In the meantime? We paid almost the same for our apartment. Taxes have been doubled and we had to double the assessments as well. We have never missed or been late with a payment, and in fact made (before the crash) a lot of extra payments to principal too. We have a principal of $163k and monthly payments of $1608, counting the maintenance. We’re still paying them, even though the apartment (which is only partially rented out, because we still have all of our stuff there and I go back regularly) now loses us well over $400 a month. We’ve tried to refinance a few times but been told no: first off, our mortgage was sold to a private investor; second off, we have a perfect payment record and savings to boot, so why should the bank want to reduce our payments when we have proven ourselves perfectly capable of making them, and willing to do so even despite, well, everything? No reason at all. For us, the old rules still apply.

We did everything the way you’re supposed to. And because we’ve always played by the rules, we’ve lost so much money on that apartment I can’t even think about it. If we hadn’t bought that place, if we’d stayed in our old rental, we could have bought an apartment here with cash. As it is, we have this apartment that is nine thousand miles away that is sucking us dry and will continue to do so for as long as we remain responsible mortgage-payers.

So. I did the refinance paperwork, again, and explained the recent developments—the husband who has been unemployed for going on two years, the insurance that is now costing us $900/month out of pocket, the foreclosure upstairs. I also called a private mortgage broker today, to see if he had any other ideas.
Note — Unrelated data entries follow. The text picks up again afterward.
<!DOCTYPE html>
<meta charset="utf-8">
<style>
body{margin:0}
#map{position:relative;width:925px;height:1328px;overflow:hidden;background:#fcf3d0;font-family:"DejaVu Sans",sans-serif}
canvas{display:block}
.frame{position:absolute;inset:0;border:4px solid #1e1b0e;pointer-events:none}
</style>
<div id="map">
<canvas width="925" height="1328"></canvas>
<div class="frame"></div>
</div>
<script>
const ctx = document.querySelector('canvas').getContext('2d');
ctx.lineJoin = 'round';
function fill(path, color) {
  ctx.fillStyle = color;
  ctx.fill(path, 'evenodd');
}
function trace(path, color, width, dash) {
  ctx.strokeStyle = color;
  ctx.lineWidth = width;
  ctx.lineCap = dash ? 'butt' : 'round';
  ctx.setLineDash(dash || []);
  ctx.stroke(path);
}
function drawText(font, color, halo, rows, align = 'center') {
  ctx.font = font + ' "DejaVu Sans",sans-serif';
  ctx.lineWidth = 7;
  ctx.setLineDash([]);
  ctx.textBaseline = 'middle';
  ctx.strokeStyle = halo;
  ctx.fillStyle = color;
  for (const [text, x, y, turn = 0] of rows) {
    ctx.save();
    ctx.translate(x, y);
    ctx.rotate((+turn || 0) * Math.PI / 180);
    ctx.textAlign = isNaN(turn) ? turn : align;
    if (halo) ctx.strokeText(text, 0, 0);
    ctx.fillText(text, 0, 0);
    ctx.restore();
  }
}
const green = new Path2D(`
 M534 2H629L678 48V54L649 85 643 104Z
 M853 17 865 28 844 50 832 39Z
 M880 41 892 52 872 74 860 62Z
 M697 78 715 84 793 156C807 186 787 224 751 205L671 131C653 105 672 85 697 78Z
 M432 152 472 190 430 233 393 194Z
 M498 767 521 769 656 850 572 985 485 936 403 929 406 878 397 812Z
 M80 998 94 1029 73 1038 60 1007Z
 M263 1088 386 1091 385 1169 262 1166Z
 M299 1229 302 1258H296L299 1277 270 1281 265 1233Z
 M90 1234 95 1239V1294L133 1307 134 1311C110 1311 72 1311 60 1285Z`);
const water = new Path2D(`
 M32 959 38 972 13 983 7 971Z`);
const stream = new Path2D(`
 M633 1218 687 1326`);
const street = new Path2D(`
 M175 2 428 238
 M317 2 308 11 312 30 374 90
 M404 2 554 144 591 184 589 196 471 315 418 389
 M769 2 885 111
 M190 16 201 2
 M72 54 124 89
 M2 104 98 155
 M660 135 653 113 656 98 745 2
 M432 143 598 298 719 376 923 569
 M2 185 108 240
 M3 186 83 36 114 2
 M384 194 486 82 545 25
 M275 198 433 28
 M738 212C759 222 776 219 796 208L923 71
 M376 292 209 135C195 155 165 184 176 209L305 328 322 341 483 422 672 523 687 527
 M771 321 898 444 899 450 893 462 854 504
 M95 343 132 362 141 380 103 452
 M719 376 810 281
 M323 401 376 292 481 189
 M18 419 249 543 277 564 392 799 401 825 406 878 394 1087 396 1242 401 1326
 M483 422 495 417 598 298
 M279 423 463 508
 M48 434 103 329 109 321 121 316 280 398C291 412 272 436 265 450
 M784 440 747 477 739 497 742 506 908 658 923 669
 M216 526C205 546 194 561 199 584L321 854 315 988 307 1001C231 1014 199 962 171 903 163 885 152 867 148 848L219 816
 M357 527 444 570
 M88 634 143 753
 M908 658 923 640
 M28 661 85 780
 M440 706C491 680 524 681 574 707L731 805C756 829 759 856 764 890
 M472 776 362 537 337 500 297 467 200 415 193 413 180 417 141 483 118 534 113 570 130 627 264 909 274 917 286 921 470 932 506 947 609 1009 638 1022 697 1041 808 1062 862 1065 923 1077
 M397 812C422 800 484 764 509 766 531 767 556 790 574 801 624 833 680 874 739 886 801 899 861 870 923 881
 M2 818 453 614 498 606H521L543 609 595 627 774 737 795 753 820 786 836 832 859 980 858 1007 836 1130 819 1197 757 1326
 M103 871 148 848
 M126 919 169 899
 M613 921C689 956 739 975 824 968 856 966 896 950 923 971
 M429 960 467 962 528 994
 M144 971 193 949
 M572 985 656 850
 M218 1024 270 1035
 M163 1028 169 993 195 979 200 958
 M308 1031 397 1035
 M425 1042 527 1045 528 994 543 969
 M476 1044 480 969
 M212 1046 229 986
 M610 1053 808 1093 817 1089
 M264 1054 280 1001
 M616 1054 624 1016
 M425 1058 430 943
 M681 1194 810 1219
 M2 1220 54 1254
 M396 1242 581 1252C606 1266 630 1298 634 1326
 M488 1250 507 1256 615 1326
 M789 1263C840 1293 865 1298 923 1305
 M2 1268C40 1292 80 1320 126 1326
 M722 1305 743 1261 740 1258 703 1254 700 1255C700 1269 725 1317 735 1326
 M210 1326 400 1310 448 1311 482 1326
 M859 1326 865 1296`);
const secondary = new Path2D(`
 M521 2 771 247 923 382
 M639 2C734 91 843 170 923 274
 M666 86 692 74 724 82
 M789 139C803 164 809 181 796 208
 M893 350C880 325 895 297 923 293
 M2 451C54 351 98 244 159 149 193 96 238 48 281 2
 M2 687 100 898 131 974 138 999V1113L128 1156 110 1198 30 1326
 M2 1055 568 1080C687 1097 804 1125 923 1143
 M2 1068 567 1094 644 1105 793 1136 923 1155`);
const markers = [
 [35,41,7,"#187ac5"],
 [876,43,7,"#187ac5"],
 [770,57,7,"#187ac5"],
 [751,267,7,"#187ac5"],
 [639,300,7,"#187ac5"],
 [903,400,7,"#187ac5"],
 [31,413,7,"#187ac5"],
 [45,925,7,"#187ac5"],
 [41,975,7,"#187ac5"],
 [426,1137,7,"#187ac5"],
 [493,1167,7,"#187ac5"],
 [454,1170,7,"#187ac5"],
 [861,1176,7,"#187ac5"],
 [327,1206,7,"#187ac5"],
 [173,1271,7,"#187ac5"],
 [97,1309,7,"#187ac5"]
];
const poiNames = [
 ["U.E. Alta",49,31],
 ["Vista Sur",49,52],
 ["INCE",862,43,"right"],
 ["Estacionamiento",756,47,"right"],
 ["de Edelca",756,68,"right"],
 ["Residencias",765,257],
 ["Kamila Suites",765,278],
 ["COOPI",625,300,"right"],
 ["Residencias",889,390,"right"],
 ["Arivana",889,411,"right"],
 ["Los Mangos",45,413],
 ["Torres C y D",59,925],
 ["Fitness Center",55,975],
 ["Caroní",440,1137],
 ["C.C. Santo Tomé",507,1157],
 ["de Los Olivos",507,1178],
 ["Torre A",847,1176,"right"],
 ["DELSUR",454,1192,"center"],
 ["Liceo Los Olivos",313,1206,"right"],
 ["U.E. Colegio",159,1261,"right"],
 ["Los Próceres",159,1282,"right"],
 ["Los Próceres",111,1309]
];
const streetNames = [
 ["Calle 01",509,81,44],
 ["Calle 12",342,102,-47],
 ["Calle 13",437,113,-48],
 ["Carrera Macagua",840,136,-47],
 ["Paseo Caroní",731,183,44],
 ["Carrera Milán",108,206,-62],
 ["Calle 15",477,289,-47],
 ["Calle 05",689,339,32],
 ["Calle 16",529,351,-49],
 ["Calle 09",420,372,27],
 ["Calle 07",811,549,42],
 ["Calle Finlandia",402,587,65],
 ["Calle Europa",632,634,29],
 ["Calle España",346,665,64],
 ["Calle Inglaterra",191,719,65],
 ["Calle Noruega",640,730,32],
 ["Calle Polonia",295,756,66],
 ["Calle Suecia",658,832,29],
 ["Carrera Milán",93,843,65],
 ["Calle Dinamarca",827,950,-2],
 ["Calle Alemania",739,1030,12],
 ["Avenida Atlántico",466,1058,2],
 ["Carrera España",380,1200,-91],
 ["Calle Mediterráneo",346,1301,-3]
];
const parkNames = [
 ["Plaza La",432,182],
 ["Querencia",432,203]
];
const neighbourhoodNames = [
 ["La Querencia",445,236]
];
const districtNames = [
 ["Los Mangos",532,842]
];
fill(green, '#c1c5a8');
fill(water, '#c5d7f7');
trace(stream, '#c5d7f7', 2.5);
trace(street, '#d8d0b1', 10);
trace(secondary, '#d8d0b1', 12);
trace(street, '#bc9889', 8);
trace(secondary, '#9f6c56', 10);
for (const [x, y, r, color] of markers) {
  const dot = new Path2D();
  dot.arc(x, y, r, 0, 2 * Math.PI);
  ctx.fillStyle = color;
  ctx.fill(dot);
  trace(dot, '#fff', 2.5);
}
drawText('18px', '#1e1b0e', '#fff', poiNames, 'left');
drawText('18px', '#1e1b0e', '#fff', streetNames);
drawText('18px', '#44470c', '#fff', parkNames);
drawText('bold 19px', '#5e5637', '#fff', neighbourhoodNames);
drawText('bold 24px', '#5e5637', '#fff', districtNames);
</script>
He suggested “letting it go.” As in, stopping payments and letting the bank take it. That, in his view, was the only reasonable course of action given our situation (which I described to him a bit more fully than I describe it on the internet). He agrees that it would make sense for the bank to reduce our payments and principal, but added that unfortunately the way these things work doesn’t often make sense.

Yeah. I’d noticed.

Remember how happy I was when we bought that place? I felt settled. I felt like a grownup. I loved painting the walls and putting in the shelves and feeling like I had my very own home. Like Grandma E said, we could never have imagined this then.

Somehow or other, this will be OK. I was IM’ing with my friend Shanna (who is a divorce lawyer) before and we both heartily agreed that it’s much better to need a real estate lawyer than a lawyer like her. It could be so much worse. It’s just money. Everyone is B”H healthy and we still have savings and I still have my job and somehow or other, b’ezrat Hashem it will be OK.

I joke sometimes that between me and my husband, I do the hishtadlus, he does the bitachon. I’ve done all the hishtadlus I can; now it’s just time for bitachon for both of us.